Monday, February 20, 2006

Guest Opinion: U.S. agency does dance of denial over killing wild animals


The U.S. Department of Agriculture's ironically named Wildlife Services has become as adept at political damage control as it is at killing wildlife.

Since its inception in 1885, and whilst changing its name nine times, the agency succeeded in exterminating gray wolves, red wolves, jaguars, grizzly bears, black-footed ferrets, California condors and even the lowly prairie dog and ground squirrel from the majority of their ranges in the United States.

Along the way, it has mastered not only the arts of poisoning, trapping and shooting wildlife from the air, but also the dance of denial.

Consider the findings of a 1930 congressionally chartered investigation into its poisoning program, conducted two years after the agency, then called the Bureau of Biological Survey, resolutely denied it would ever push any species into extinction.

One investigator found private trappers distraught that the government had poisoned almost all the badgers on whose fur they had long relied.

The Biological Survey's own biologist, Olaus Murie, found that his agency's hunters "took great delight in excruciating suffering of an animal" and had not "the slightest interest in non-game species."

The Survey kept these reports under wrap and the following year convinced Congress to increase its budget. Over the next two decades, the agency killed the last wolves in the arid West and began its program to eliminate the Mexican gray wolf in Mexico by sending American poison and personnel south of the border.

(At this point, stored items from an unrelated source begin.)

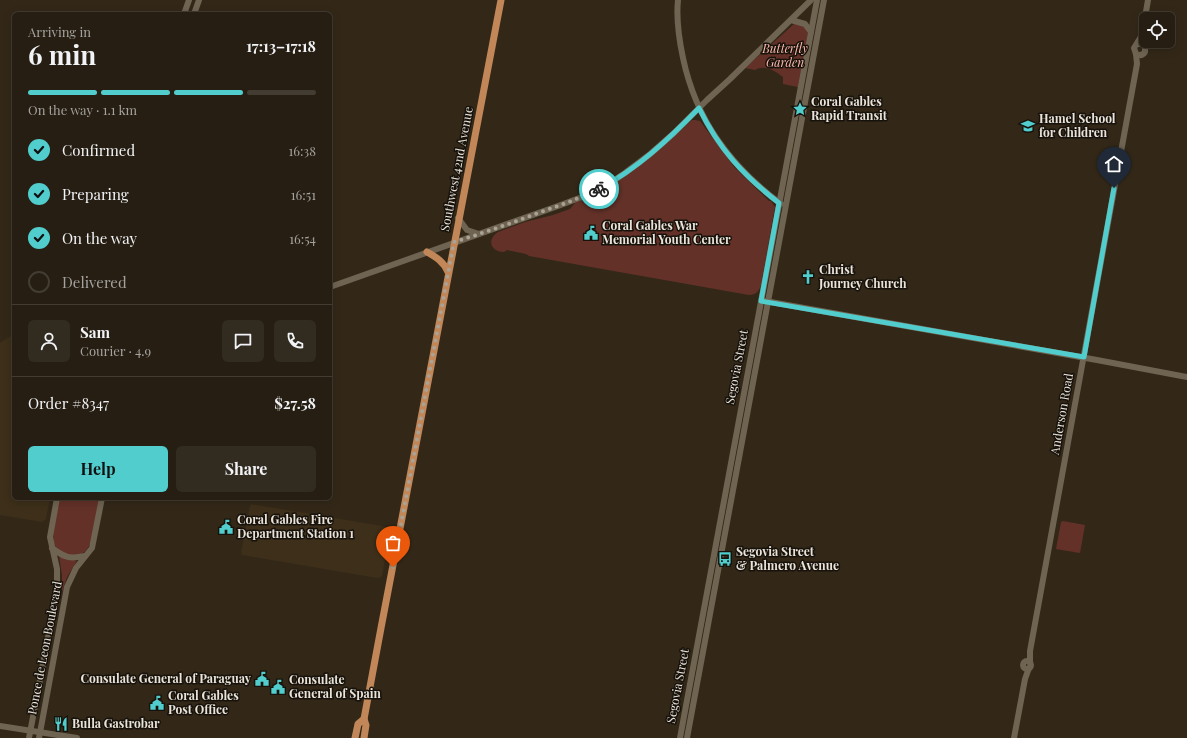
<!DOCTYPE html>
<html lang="en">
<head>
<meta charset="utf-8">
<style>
	:root { --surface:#261e12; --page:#322b20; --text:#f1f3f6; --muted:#a4a29f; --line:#423c32; --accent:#52cdcd }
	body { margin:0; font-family:"Playfair Display",serif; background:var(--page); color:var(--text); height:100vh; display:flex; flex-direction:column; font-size:15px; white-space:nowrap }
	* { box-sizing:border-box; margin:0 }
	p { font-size:13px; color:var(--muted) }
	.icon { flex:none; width:22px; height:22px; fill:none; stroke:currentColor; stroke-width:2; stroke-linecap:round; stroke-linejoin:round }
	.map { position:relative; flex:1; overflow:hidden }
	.side { position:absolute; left:12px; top:12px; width:320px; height:488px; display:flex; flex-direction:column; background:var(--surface); border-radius:6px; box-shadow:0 2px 10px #0003,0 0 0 1px var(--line) }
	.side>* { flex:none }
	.buttons { position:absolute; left:1139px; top:12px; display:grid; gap:8px }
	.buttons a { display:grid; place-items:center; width:36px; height:36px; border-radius:6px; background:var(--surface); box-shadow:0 2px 10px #0003,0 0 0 1px var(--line); font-size:20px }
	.pin { position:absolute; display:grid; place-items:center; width:34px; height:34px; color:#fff; margin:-41px -17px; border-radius:50% 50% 50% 0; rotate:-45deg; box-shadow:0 0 4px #0007 }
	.pin .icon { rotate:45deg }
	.courier { position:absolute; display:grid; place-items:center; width:40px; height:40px; margin:-20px; border:3px solid #52cdcd; border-radius:50%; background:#fff; color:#222; box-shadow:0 1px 5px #0007 }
	.head em { font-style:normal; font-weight:700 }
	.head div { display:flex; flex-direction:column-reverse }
	.head { display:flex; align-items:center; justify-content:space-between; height:68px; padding:0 16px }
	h1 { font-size:26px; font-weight:700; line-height:30px }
	.bar { display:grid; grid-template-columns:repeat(4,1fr); gap:6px 4px; align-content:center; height:48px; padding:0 16px }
	.bar i { height:5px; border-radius:3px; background:var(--line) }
	.bar .on { background:var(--accent) }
	.bar p { grid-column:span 4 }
	.line { display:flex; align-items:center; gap:10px; padding:0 16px; border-top:1px solid var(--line) }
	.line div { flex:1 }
	.round { display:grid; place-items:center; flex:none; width:42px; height:42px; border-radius:6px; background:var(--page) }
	ol { padding:0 16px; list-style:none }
	li { display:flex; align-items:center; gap:12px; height:44px }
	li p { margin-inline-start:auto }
	li .icon { padding:4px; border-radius:50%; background:var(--accent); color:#111; stroke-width:4 }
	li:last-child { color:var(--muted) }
	li i { width:22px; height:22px; border:2px solid var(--line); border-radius:50% }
	.cta { display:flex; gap:8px; margin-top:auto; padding:8px 16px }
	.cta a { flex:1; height:46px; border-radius:6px; background:var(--accent); color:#111; font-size:16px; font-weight:700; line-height:46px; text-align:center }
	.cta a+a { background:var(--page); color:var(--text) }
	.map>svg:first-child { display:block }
</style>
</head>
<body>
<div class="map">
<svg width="1187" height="738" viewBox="0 0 1187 738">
	<rect width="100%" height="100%" fill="#332818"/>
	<g fill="#3d2f19">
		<path d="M 12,335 L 14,335 L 14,498 L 50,498 L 46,519 L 42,522 L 0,515 L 0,343 Z"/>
		<path d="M 251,504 L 388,527 L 390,531 L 382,576 L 381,577 L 377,578 L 242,555 L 241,553 L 250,506 Z"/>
	</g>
	<g fill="#633128">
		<path d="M 794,24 L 804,26 L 808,33 L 798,87 L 783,84 L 783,77 C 776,71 764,64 755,70 L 745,68 Z"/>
		<path d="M 692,120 L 695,120 L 700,121 L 735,168 L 769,201 L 771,201 L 775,207 L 761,285 C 759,291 756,295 749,295 L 529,256 L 526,254 L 507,250 L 504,252 C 491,252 486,240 498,232 L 525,222 L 553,215 L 570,209 L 575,203 L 602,191 L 662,147 Z"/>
		<path d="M 60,498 L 99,498 C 97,509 94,541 87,549 C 84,554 77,556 71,555 C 51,552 52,538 55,522 C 57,514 58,506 60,498 Z"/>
		<path d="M 1063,521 L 1085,525 L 1080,553 L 1056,549 L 1061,522 Z"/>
		<path d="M 59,556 L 77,561 L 67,577 L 62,592 L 62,575 Z"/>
	</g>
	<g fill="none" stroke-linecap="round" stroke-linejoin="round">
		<g stroke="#6f6452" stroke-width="6">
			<path d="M 678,0 C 676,19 679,39 683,58 C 696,120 730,166 781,204"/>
			<path d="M 184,14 L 189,0"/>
			<path d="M 194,14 L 199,0"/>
			<path d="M 791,20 L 805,24 L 811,32"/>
			<path d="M 1138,44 L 1142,44 L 1145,46 L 1145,52 C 1143,55 1140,56 1136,54 L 1134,48 L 1142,35 L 1148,0"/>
			<path d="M 458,218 L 467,230 L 479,234"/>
			<path d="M 330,287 L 558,206 L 582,197 L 607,185 L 625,173 L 649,155 L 674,133 L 707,100 L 730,79 L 811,0"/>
			<path d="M 765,301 L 1097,360 L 1187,377"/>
			<path d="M 52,548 C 65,558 70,559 85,556"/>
			<circle cx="1027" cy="665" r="4"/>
			<path d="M 1030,663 L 1030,651 L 1137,64 L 1136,54"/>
			<path d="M 0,726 L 77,738"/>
			<path d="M 29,738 L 57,590 L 57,569 L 50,537 L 57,498"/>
			<path d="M 39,738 L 67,587 L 76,568 L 92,548 L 102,498"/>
			<path d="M 680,738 L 817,0"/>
			<path d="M 687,738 L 824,0"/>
			<path d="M 1014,738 L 1025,679 L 1029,668"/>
		</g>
		<g stroke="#c18759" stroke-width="7">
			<path d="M 427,252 C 436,257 444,262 448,272"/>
			<path d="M 355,738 L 358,724 L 364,719"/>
			<path d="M 364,738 L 366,725 L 364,719 L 381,628 L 501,0"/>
		</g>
	</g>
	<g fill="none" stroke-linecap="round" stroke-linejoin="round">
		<path stroke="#a9a295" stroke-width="4" stroke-dasharray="0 7.2" d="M 393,567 L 454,242 C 484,233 514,222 544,211 C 563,204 581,198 599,189"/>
		<path stroke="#52cdcd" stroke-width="5" d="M 599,189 C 637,169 669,139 699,108 C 719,149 743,175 779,203 L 761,301 L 1084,357 L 1114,188"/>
	</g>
	<defs>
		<symbol id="sight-bare" viewBox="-9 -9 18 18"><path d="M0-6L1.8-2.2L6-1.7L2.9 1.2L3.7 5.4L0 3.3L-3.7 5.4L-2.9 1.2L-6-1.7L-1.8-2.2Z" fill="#52cdcd" stroke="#17120b" stroke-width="2.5" paint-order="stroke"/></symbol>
		<symbol id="school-bare" viewBox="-9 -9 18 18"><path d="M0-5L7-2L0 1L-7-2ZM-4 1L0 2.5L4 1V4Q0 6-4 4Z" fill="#52cdcd" stroke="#17120b" stroke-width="2.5" paint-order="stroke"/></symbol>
		<symbol id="civic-bare" viewBox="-9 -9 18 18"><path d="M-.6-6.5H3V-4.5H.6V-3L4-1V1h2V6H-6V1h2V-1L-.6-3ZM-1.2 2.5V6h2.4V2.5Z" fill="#52cdcd" stroke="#17120b" stroke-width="2.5" paint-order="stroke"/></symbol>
		<symbol id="church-bare" viewBox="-9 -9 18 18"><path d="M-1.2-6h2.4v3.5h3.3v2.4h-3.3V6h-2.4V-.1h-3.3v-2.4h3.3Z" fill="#52cdcd" stroke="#17120b" stroke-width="2.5" paint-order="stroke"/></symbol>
		<symbol id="bus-bare" viewBox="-9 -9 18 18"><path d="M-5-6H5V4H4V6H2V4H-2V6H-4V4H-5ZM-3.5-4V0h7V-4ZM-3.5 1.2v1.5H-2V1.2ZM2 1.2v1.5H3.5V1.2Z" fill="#52cdcd" stroke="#17120b" stroke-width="2.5" paint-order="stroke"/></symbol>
		<symbol id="restaurant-bare" viewBox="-9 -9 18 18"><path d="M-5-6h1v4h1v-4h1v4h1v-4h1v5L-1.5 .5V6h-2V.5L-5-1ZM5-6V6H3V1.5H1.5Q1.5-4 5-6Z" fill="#52cdcd" stroke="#17120b" stroke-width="2.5" paint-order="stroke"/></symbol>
	</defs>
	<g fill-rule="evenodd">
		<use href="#sight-bare" x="790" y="99" width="20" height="20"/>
		<use href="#school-bare" x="1018" y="116" width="20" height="20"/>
		<use href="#civic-bare" x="581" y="223" width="20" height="20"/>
		<use href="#church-bare" x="798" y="267" width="20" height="20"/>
		<use href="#civic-bare" x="216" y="517" width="20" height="20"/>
		<use href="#bus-bare" x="715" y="549" width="20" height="20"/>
		<use href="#civic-bare" x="252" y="669" width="20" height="20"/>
		<use href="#civic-bare" x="268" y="677" width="20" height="20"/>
		<use href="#civic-bare" x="147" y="693" width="20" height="20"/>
		<use href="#restaurant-bare" x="51" y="714" width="20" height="20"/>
	</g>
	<g text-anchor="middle" stroke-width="3" stroke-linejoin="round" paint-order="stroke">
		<g font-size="12" font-style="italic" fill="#ffbcaf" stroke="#17120b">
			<text x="785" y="53">Butterfly<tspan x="785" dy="14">Garden</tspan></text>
		</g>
		<g font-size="12" font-weight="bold" fill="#e9e3d9" stroke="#17120b" text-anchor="start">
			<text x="811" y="106">Coral Gables<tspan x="811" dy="14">Rapid Transit</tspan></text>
			<text x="1039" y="123">Hamel School<tspan x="1039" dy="14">for Children</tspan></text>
			<text x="602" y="230">Coral Gables War<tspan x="602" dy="14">Memorial Youth Center</tspan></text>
			<text x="819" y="274">Christ<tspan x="819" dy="14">Journey Church</tspan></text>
			<text x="237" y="524">Coral Gables Fire<tspan x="237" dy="14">Department Station 1</tspan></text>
			<text x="736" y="556">Segovia Street<tspan x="736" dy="14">&amp; Palmero Avenue</tspan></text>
			<text x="251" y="683" text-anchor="end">Consulate General of Paraguay</text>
			<text x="289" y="684">Consulate<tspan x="289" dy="14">General of Spain</tspan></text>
			<text x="168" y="700">Coral Gables<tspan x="168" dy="14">Post Office</tspan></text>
			<text x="72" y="728">Bulla Gastrobar</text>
		</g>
		<g font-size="12" fill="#e9e3d9" stroke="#17120b">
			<text transform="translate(457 169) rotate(-79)" y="4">Southwest 42nd Avenue</text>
			<text transform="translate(737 367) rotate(-79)" y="4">Segovia Street</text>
			<text transform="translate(1062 414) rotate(-80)" y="4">Anderson Road</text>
			<text transform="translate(45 648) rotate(-79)" y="4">Ponce de Leon Boulevard</text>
			<text transform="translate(678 686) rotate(-79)" y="4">Segovia Street</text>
		</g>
	</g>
</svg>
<div class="buttons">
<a><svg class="icon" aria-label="locate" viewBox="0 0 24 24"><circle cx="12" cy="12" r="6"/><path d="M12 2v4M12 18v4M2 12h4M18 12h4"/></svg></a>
</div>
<div class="pin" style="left:393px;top:567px;background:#ea580c"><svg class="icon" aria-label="bag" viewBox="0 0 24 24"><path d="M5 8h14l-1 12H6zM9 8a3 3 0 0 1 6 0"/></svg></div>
<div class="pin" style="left:1114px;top:188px;background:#1f2937"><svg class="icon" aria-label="home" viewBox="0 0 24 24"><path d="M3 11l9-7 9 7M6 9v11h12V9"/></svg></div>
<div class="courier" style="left:599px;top:189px"><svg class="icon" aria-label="bike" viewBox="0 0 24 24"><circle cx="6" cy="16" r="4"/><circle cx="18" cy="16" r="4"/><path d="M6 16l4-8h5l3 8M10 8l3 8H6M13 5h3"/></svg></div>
<section class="side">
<div class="head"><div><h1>6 min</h1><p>Arriving in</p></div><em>17:13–17:18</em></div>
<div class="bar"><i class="on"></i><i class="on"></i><i class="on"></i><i></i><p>On the way · 1.1 km</p></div>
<ol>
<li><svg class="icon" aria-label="check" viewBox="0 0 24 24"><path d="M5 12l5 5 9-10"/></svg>Confirmed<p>16:38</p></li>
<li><svg class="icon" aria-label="check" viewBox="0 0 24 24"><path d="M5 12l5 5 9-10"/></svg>Preparing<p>16:51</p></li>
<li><svg class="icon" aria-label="check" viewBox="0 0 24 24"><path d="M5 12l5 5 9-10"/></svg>On the way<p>16:54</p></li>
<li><i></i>Delivered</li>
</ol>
<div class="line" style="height:72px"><a class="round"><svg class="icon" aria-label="person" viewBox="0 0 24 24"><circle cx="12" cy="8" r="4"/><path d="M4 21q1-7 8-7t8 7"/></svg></a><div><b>Sam</b><p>Courier · 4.9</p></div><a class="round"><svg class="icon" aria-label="chat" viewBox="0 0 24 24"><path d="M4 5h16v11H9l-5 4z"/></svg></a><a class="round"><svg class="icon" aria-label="phone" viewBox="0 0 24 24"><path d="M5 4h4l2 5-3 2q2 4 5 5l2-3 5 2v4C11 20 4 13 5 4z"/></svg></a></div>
<div class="line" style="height:52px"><div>Order #8347</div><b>$27.58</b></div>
<div class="cta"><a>Help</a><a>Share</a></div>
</section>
</div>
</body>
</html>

In 1964, Interior Secretary Stewart Udall's Advisory Board on Wildlife and Game Management investigated the predator killing program of the Fish & Wildlife Service - the Biological Survey's name then.

The board concluded that the government's killing of wildlife "has become an end in itself" and that "far more animals are being killed than would be required for effective protection of livestock."

It described the agency as a "semiautonomous bureaucracy whose function in many localities bears scant relationship to real need and less still to scientific management," noting that Fish & Wildlife had no standards for how much alleged agricultural damage in any area would prompt the agency to kill wildlife, and that its hunters routinely violated the agency's own rules on use of poison.